From these results, Loaiza and McCabe (2012) suggested that refreshing is “the mechanism that underlies the delayed recall effect predicted by the covert retrieval model” (p. 192), because it encourages the association of items with their temporal context, which is used as a retrieval cue in a delayed recall test. In a follow-up study, they varied in two distinct experiments the opportunities for rehearsal and refreshing in young and old adults (Loaiza & McCabe, 2013). To vary the opportunity for rehearsal in an operation span task, the segments of arithmetic problems were presented on screen either simultaneously or sequentially, the latter of which required continuous reading and more strongly prohibited rehearsal than did the former (Hudjetz & Oberauer, 2007). Varying the number of opportunities for refreshing was achieved by comparing two complex span tasks that presented either one or two operations interspersed between the presentations of two memoranda. The two-operation span task should allow more refreshing opportunities than the one-operation task, because one covert retrieval could occur after each operation. Whereas variation in rehearsal did not induce any difference in the delayed test, delayed-recall performance did increase with the number of refreshing opportunities (Loaiza & McCabe, 2013). The authors concluded that refreshing is important for maintaining information in both working and episodic memory.
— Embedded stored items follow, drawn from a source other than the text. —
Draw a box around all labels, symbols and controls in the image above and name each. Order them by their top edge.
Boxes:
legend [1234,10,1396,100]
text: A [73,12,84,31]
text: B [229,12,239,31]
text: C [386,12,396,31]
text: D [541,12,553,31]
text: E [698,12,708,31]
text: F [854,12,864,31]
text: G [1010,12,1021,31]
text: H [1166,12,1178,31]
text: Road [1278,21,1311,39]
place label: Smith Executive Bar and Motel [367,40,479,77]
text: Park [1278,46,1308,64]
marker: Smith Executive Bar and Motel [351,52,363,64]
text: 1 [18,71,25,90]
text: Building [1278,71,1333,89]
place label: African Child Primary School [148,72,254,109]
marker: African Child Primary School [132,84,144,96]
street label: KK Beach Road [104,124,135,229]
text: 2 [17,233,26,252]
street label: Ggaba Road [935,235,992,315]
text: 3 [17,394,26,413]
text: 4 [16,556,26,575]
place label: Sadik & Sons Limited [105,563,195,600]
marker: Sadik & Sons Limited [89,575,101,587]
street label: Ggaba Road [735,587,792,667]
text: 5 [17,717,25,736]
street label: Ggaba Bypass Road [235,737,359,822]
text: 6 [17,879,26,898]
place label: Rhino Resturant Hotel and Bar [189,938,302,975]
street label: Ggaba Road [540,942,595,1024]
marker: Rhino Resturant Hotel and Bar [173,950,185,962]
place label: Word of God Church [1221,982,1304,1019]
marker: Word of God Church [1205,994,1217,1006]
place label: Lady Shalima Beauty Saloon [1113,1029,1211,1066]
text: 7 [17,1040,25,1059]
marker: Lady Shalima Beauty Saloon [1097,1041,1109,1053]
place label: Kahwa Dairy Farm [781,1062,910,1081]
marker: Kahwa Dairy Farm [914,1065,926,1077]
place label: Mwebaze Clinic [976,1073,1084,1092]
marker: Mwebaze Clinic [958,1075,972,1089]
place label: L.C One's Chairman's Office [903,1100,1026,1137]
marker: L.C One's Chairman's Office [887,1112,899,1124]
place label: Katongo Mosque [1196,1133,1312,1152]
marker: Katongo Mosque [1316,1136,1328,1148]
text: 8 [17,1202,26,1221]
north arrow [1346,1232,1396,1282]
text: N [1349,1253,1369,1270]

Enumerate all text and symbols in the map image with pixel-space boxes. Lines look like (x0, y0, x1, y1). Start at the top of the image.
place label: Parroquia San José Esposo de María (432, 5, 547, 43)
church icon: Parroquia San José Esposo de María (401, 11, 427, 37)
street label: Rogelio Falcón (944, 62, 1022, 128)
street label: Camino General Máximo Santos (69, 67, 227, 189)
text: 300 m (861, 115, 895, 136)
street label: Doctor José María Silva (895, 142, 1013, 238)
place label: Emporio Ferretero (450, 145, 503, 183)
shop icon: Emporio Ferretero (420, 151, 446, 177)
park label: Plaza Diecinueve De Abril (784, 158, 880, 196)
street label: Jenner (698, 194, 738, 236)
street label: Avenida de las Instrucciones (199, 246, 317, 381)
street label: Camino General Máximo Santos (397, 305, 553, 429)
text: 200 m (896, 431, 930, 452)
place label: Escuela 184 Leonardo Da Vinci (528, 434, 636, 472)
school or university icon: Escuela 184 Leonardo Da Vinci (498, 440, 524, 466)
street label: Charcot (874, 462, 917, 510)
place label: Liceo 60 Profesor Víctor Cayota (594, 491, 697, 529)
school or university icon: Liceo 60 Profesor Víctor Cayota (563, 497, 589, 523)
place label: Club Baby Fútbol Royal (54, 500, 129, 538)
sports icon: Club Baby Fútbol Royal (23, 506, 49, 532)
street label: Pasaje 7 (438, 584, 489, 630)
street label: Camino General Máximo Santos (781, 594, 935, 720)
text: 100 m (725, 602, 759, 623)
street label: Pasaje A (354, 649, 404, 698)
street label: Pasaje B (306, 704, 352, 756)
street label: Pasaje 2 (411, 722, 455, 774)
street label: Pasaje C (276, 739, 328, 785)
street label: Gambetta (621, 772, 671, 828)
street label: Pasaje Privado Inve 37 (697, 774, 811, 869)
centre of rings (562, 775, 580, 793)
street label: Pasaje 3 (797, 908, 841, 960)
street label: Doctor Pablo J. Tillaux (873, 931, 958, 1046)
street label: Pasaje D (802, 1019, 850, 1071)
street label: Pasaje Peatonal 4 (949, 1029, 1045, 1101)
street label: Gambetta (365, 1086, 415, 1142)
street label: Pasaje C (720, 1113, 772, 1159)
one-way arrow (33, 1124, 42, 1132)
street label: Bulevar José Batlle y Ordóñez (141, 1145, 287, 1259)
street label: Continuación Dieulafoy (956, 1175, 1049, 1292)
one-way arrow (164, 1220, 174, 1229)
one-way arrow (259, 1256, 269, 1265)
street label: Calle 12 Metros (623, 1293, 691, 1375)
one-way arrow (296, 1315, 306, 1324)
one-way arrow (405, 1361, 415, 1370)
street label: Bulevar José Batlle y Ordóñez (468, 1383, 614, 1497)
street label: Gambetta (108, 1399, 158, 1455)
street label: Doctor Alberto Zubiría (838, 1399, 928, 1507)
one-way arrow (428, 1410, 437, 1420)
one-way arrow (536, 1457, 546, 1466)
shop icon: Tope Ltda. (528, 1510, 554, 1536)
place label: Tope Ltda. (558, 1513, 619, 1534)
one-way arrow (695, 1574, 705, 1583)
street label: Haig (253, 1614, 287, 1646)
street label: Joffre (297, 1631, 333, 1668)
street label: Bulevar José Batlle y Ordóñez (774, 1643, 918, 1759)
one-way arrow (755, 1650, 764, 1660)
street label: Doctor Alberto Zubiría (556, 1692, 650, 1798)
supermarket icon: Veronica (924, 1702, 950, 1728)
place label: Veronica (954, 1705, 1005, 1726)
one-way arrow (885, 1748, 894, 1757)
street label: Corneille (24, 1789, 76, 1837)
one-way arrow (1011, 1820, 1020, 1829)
However, it is known that the efficiency of refreshing on WM maintenance depends on the cognitive load of the secondary task—that is, the proportion of time during which attention is distracted from maintenance activities. Increasing cognitive load reduces the availability of refreshing and results in lower WM performance (Barrouillet & Camos, 2012, 2015). As a consequence, if delayed recall of items studied in a complex span task relies on refreshing, it should also depend on the cognitive load of the secondary task. It should be noted that in the three series of experiments reported above (Loaiza & McCabe, 2012, 2013; McCabe, 2008), the cognitive load of the secondary tasks was never varied. For example, in the final study above, the pace of presentation of one or two operations between memory items was the same in the two tasks—that is, one operation every 5,250 ms. Thus, we tested the hypothesis that delayed recall, like immediate recall, depends on the cognitive load of the secondary task, in two experiments.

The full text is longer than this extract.